To introduce and market the product, Dos Pinos printed a unique code on each liter carton that, when accessed via app, delivered robust information about training, exercising and wellness from respected expert sources.
The audience was pumped about the strategy because the B2C campaign promoted brand engagement in a new way that complemented the audience's lifestyle. And this innovative approach paid off for Dos Pinos. While the target was 4,000 app downloads, the marketing campaign was much more successful with 8,000 downloads — and a sales volume of 73% more than projected.
Another food and beverage brand leveraging incremental innovation with packaging is Tial, a popular Brazil-based company featuring ready-made drinks.
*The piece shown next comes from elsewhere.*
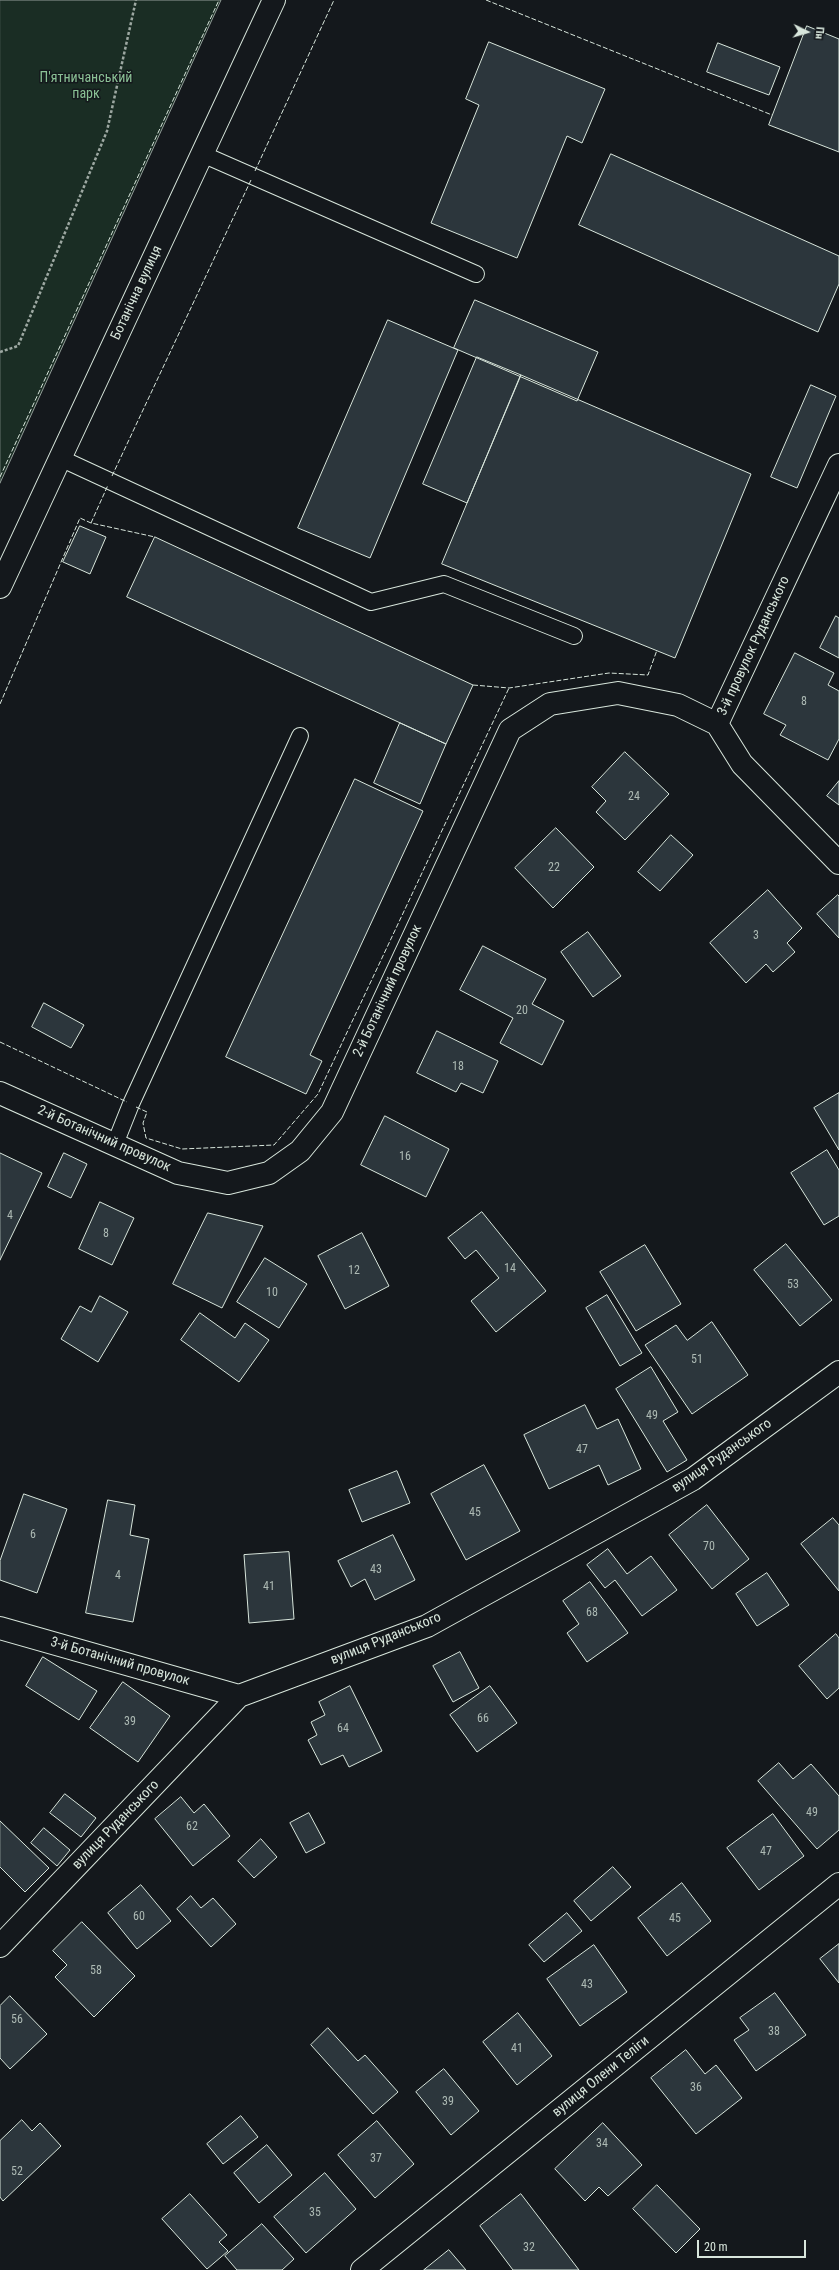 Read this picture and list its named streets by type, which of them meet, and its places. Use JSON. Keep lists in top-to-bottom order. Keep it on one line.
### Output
{"streets":{"street":["Ботанічна вулиця","3-й провулок Руданського","2-й Ботанічний провулок","вулиця Руданського","3-й Ботанічний провулок","вулиця Олени Теліги"]},"crossings":[["3-й провулок Руданського","2-й Ботанічний провулок"],["вулиця Руданського","3-й Ботанічний провулок"]],"parks":["П'ятничанський парк"],"house_numbers":["8","24","22","3","20","18","16","4","8","14","12","53","10","51","49","47","45","6","70","43","4","41","68","66","39","64","49","62","47","60","45","58","43","56","38","41","36","39","34","37","52","35","32"],"scale_bar":"20 m","north":"right"}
Last year, Tial refreshed its visual identity with a revamped packaging design featuring bolder colors and a new "Tasty and True" tagline, which more directly communicates that its products are free of preservatives and artificial ingredients. The brand also modernized its logo by adding a new colorful icon.
The packaging refresh was the type of incremental innovation Tial needed to show customers the brand was relevant and evolved, and was listening to the health and wellness needs of its customers.
Any brand can leverage incremental innovation to pivot, expand or reinvent. From luxury automakers to specialty beverage brands, innovation can be the catalyst for positive change. By thinking about innovation in small steps, the process becomes more attainable — and so does success.